Hello, I'm looking for some help on what finish to use for two wedding projects I have just begun. I have a box and a wooden sign that I stained with Minwax oil-based in espresso (nice and dark, so no worrying about yellowing). After the stain dried, I painted some lettering on each piece with a white Sharpie oil-based paint pen.

What kind of finish will keep my lettering intact? Both will be used exclusively indoors and are mostly for decoration, so nothing heavy duty is needed, I just want some shine and protection.

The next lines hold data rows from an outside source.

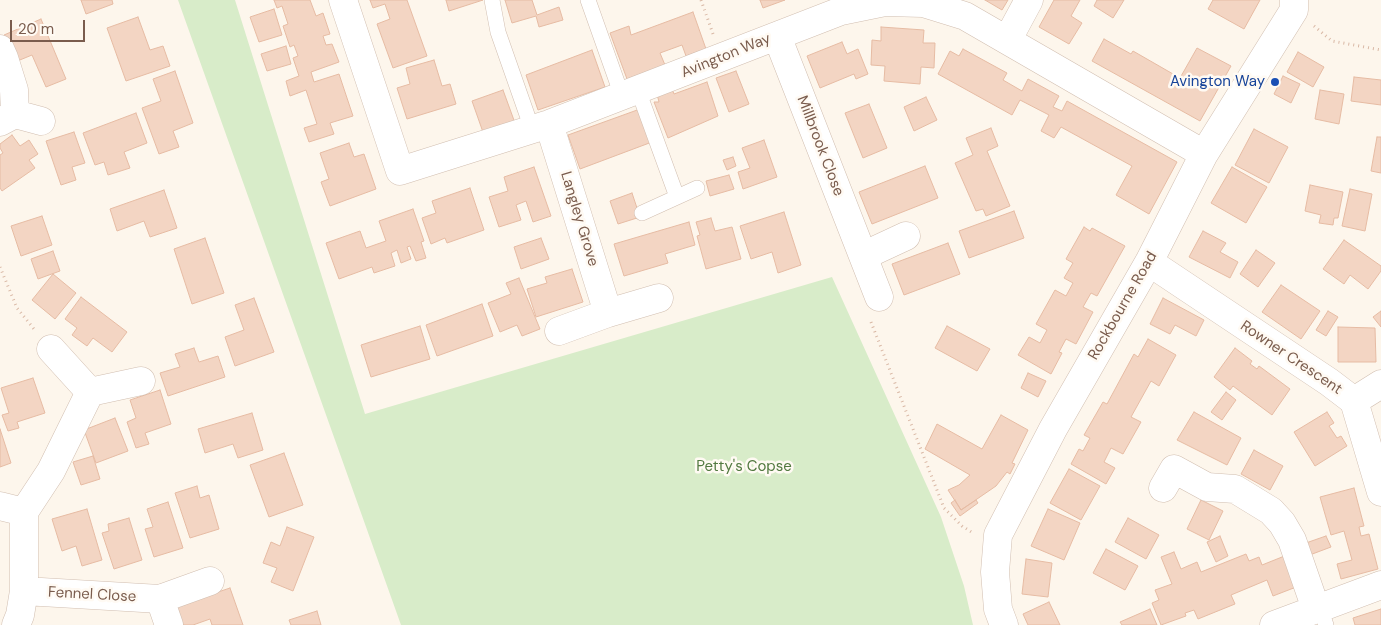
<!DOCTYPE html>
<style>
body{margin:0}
#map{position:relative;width:1381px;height:625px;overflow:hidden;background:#fdf6ec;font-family:"DM Sans",sans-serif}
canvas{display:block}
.scale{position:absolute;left:10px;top:20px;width:75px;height:22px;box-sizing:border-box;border:2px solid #7a5c4d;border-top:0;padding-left:6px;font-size:15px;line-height:18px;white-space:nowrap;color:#7a5c4d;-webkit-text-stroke:4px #fffaf3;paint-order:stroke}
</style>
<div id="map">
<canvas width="1381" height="625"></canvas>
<div class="scale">20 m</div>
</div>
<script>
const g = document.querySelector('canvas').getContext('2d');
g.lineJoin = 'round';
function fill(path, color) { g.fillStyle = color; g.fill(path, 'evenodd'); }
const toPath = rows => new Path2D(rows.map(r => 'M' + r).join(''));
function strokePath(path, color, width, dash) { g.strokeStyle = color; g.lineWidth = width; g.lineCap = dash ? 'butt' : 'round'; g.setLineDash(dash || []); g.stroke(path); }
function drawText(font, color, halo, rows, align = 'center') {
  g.font = font + ' "DM Sans",sans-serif'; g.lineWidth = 5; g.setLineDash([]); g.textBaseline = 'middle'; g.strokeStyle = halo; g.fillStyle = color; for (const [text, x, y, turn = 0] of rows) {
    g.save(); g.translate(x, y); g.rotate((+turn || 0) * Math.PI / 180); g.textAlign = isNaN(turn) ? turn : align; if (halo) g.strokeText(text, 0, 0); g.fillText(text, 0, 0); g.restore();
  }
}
const green = toPath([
 [178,0,235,0,365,414,832,277,941,517,964,586,973,625,401,625]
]);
const building = toPath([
 [81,0,112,0,113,4,86,14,81,0],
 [274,0,310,0,316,16,323,13,330,34,323,36,326,45,332,44,339,62,311,72,314,82,339,74,353,116,330,123,334,134,309,142,304,128,317,124,306,90,290,96,286,81,299,76,293,58,298,56,294,45,290,47,283,26,288,24,282,6,277,8,274,0],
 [370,0,407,0,427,56,393,68,377,24,390,19,385,4,373,8,370,0],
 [446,0,483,0,449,11,446,0],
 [505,0,532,0,537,15,559,7,563,20,539,27,536,16,512,23,505,0],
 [760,0,785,0,763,8,760,0],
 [985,0,1008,0,1002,10,985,0],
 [1054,0,1080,0,1071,16,1082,23,1069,44,1039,27,1054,0],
 [1097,0,1124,0,1113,18,1094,6,1097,0],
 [1213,0,1260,0,1244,29,1208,9,1213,0],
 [274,9,282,35,259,42,250,17,274,9],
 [693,12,706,49,686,56,682,45,660,53,665,65,627,79,610,33,629,26,631,35,693,12],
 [138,17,150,50,163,46,170,66,126,81,107,28,138,17],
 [41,19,66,79,46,87,32,55,15,62,4,35,41,19],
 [881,27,924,30,923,43,935,43,934,68,921,67,920,84,884,81,885,66,871,65,872,40,881,41,881,27],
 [1104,39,1131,54,1133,51,1180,78,1197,48,1231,66,1200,121,1092,61,1104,39],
 [842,42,847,54,858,49,868,74,856,79,854,74,820,88,807,56,842,42],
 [286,46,291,64,267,71,261,54,286,46],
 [963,49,1007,73,1003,80,1022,91,1028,79,1059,96,1053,107,1062,111,1067,101,1177,162,1149,214,1116,195,1132,166,1061,127,1054,138,1041,131,1049,115,1020,100,1012,115,938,74,950,51,959,56,963,49],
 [592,50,605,87,538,110,526,75,592,50],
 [1298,52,1324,67,1313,87,1287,72,1298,52],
 [434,60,442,86,450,84,456,104,407,119,397,88,410,84,406,68,434,60],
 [175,71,193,123,173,131,179,147,159,154,142,108,161,101,153,79,175,71],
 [736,71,749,104,729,112,716,78,736,71],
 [1283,76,1300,84,1291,103,1274,94,1283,76],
 [1354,77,1381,80,1381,105,1351,101,1354,77],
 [707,82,718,116,668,138,654,102,659,102,657,94,672,89,674,94,707,82],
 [503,90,515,123,484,135,472,101,503,90],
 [1320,90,1344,94,1339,124,1315,119,1320,90],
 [926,97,937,120,914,131,904,107,926,97],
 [869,104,887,148,863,158,845,113,869,104],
 [640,109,652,142,580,169,568,135,640,109],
 [136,113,147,143,124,152,130,168,108,175,104,162,95,165,83,133,136,113],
 [991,128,998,146,987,151,1010,206,986,216,983,209,976,211,955,163,973,155,966,138,991,128],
 [1254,129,1288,147,1269,183,1235,165,1254,129],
 [74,132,85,163,72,167,76,180,61,185,46,141,74,132],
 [12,135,20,146,29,140,38,154,29,160,35,168,2,191,0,188,0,155,3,153,0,148,0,144,12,135],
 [1377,137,1381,137,1381,173,1371,171,1377,137],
 [764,140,777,177,743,189,738,172,750,168,742,148,764,140],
 [349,143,354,157,364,154,376,189,330,206,321,182,329,179,320,153,349,143],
 [733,157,736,166,727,170,723,160,733,157],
 [925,166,938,198,872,224,859,192,925,166],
 [534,167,551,216,533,222,526,201,516,205,521,220,499,227,489,197,508,191,504,177,534,167],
 [1232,167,1267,187,1246,223,1211,203,1232,167],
 [729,175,734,189,710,196,706,181,729,175],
 [1310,185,1343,192,1338,218,1334,218,1333,225,1319,223,1321,215,1305,211,1310,185],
 [470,188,484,230,447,243,445,238,431,244,422,218,436,213,432,201,470,188],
 [1350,189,1372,194,1365,231,1342,226,1350,189],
 [164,190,177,228,150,237,144,221,117,231,110,209,164,190],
 [632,193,640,217,618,224,610,201,632,193],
 [413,209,424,241,421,242,426,258,416,261,410,246,407,247,411,259,401,263,397,250,391,253,395,266,374,273,372,267,339,279,326,243,360,231,366,248,386,241,379,221,413,209],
 [1014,211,1024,238,969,258,959,231,1014,211],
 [784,212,801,265,778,273,772,252,751,259,740,226,784,212],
 [42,216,52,245,21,256,11,226,42,216],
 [711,218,715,231,732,227,741,259,706,269,697,236,700,235,696,222,711,218],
 [689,222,695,245,665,254,668,263,624,276,614,244,689,222],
 [1084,227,1090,231,1092,228,1125,246,1097,296,1091,293,1083,307,1093,312,1076,344,1066,339,1059,352,1062,353,1051,374,1018,355,1029,337,1040,343,1047,330,1036,324,1055,290,1066,296,1073,283,1064,278,1073,263,1066,259,1084,227],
 [1203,231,1226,243,1220,252,1238,262,1230,278,1189,257,1203,231],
 [205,238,224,293,192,304,174,249,205,238],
 [541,238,549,259,521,269,514,247,541,238],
 [1344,240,1381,266,1381,271,1368,289,1350,275,1344,284,1323,269,1344,240],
 [948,243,960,274,904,295,892,264,948,243],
 [1256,250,1275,263,1258,287,1240,274,1256,250],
 [53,251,60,271,38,279,31,259,53,251],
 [572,269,583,302,536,317,527,289,547,283,545,277,572,269],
 [53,274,76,293,55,319,32,300,53,274],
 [519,278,540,329,522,336,517,325,500,332,488,303,511,294,506,283,519,278],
 [1281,285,1320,311,1301,339,1262,312,1281,285],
 [81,297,127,332,112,352,93,338,87,346,72,335,77,328,65,319,81,297],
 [254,298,274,352,235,366,225,337,244,330,235,305,254,298],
 [1163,298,1204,320,1196,336,1175,325,1170,334,1150,324,1163,298],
 [482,304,493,336,437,356,426,325,482,304],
 [1328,311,1338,317,1326,336,1316,330,1328,311],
 [1381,311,1381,327,1373,317,1381,311],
 [420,326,430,359,371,377,361,345,420,326],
 [947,326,990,349,977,371,935,348,947,326],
 [1338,327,1375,328,1376,362,1338,362,1338,327],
 [1148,339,1176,355,1159,386,1151,381,1131,417,1141,422,1123,454,1111,448,1104,462,1115,468,1106,484,1071,464,1079,449,1083,451,1090,438,1084,435,1103,402,1107,404,1134,354,1138,357,1148,339],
 [194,348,199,362,218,356,225,377,168,396,160,373,180,367,175,354,194,348],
 [1235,348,1252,361,1250,364,1257,369,1259,366,1290,389,1272,415,1233,386,1230,390,1214,377,1235,348],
 [1028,373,1046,381,1038,397,1021,388,1028,373],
 [33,378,45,413,17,422,19,428,8,431,2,415,9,413,1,388,33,378],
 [160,390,171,424,145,433,149,444,136,448,127,422,136,418,130,400,160,390],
 [1226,392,1236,400,1222,420,1211,412,1226,392],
 [1194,412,1241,438,1227,465,1177,440,1194,412],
 [1327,412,1334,423,1329,426,1337,438,1341,436,1347,446,1315,466,1294,432,1327,412],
 [252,413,263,450,238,458,233,444,205,453,198,429,252,413],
 [1001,415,1028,430,1012,463,1015,464,1010,474,1007,472,996,486,961,510,948,490,959,485,970,475,925,449,937,424,982,449,1001,415],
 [115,418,128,451,96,463,84,430,115,418],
 [0,429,11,463,0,467,0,429],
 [1254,450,1283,466,1270,490,1241,474,1254,450],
 [284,453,303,505,269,517,250,465,284,453],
 [93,456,100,479,81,485,73,462,93,456],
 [1069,469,1100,486,1081,520,1050,503,1069,469],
 [197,486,200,498,209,495,219,529,190,538,175,493,197,486],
 [1354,488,1364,526,1359,527,1361,536,1369,534,1378,569,1341,579,1337,564,1352,560,1344,531,1331,535,1320,497,1354,488],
 [955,500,961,510,976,500,978,503,960,516,951,503,955,500],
 [1201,500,1223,511,1209,540,1187,529,1201,500],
 [168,502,183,548,154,557,145,529,153,527,147,509,168,502],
 [87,509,102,560,82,566,76,546,62,551,52,519,87,509],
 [1048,509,1080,523,1064,560,1031,546,1048,509],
 [129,518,142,560,114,569,102,533,109,531,108,524,129,518],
 [1128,518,1159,535,1146,559,1115,542,1128,518],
 [287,527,314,537,293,591,271,582,277,568,263,563,271,542,280,546,287,527],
 [1220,536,1228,556,1216,562,1207,542,1220,536],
 [1326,536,1331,547,1307,556,1303,544,1326,536],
 [1106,549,1138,566,1125,590,1093,573,1106,549],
 [1174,552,1181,569,1197,562,1201,572,1246,554,1249,561,1259,557,1262,565,1292,553,1304,584,1273,596,1267,580,1231,595,1235,604,1198,619,1194,610,1185,613,1186,616,1161,625,1152,603,1159,600,1155,590,1172,584,1161,557,1174,552],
 [1026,559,1052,563,1048,597,1022,594,1026,559],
 [230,588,243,625,212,625,210,619,193,625,173,625,168,609,230,588],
 [1049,602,1060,625,1028,625,1023,614,1049,602],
 [1150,609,1157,625,1122,625,1120,622,1150,609],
 [1381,609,1381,625,1355,625,1353,618,1381,609],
 [317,611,321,625,291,625,289,620,317,611]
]);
const path = toPath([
 [701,0,713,34],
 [1314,26,1332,41,1381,50],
 [0,267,17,308,34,329],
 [871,322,944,508,962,526,973,533]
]);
const lane = toPath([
 [492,0,498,32,532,129],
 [588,0,622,96],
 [638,90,677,197],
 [642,213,697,188],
 [1320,607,1326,625]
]);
const street = toPath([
 [343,0,400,171,549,124,841,11,885,2,923,3,965,16,1204,154],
 [777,36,879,297],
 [1008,39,1029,0],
 [0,49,4,58,14,90,15,114],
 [0,122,15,114,41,121],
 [549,124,608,313,659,298],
 [863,256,906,236],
 [1149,262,1329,382,1354,401,1381,492],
 [559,331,608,313],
 [51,349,90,392,141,381],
 [1354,401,1381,384],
 [1163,488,1174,469,1207,487,1235,489,1271,511,1282,523,1292,540,1316,609],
 [0,506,24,512],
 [24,591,160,599,210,581],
 [160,599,169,625],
 [16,625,20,615,24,591,24,512,51,471,90,392],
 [1004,625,998,609,995,572,998,535,1053,429,1149,262,1204,154,1294,10,1294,0],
 [1274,625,1381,585]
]);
const markers = [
 [1275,82,5,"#1a4fb4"]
];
const streetNames = [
 ["Avington Way",726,56,-22],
 ["Millbrook Close",820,146,69],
 ["Langley Grove",579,219,73],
 ["Rockbourne Road",1123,306,-60],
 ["Rowner Crescent",1291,358,34],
 ["Fennel Close",92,595,3]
];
const transitNames = [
 ["Avington Way",1265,82]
];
const parkNames = [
 ["Petty's Copse",744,467]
];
fill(green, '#d8ecc9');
fill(building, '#f3d5c3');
strokePath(building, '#e6bba3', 1);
strokePath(lane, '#d1beb0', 16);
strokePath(street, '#d1beb0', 29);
strokePath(path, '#d9b8a5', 3, [1, 4]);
strokePath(lane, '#fff', 15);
strokePath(street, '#fff', 28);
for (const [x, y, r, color] of markers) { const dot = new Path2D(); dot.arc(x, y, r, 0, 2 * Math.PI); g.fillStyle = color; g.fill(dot); strokePath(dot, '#fffaf3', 2); }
drawText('15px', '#7a5c4d', '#fffaf3', streetNames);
drawText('15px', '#164399', '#fffaf3', transitNames, 'right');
drawText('15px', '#537a41', '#fffaf3', parkNames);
</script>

Here's a picture of the box for reference: http://imgur.com/680hqsK

Any advice is greatly appreciated!


----------



## Tony B (Jul 30, 2008)

Rather than gamble, call Tech Support at Minwax. I'm sure they will help you.
The box beautiful. I'm sure they will be thrilled to receive such a personal gift.


----------



## Steve Neul (Sep 2, 2011)

You would think an oil based finish but oil based finishes tend to yellow and continue to yellow as they age so that would affect the color of the paint. If it were me I would put a single coat of Zinsser Sealcoat on and use a water based polyurethane such as polycrylic. You could use most finishes that were acrylic. Just stay away from those which contain acetone or lacquer thinner. The solvents would lift the paint.


----------



## jorma (Feb 24, 2016)

Mostly for decoration.....a spray can of shellac will seal and finish that just fine.
If the sheen is an issue, as Steve says, you would have the choice of 3-4 different sheens in a water borne "varnish".
good luck


----------



## dominavini (Mar 31, 2016)

Thank you for the help! Good call on contacting Minwax, I will do that first before trying the other options. And thank you! It's actually for my own wedding!

I think I'll do some tests with Zinsser and a simple shellac and see how those hold up.


----------



## Steve Neul (Sep 2, 2011)

Just don't attempt to put either water based or oil based polyurethane over standard shellac. The natural wax in standard shellac will cause adhesion problems. Sealcoat is shellac which has had this wax removed.


----------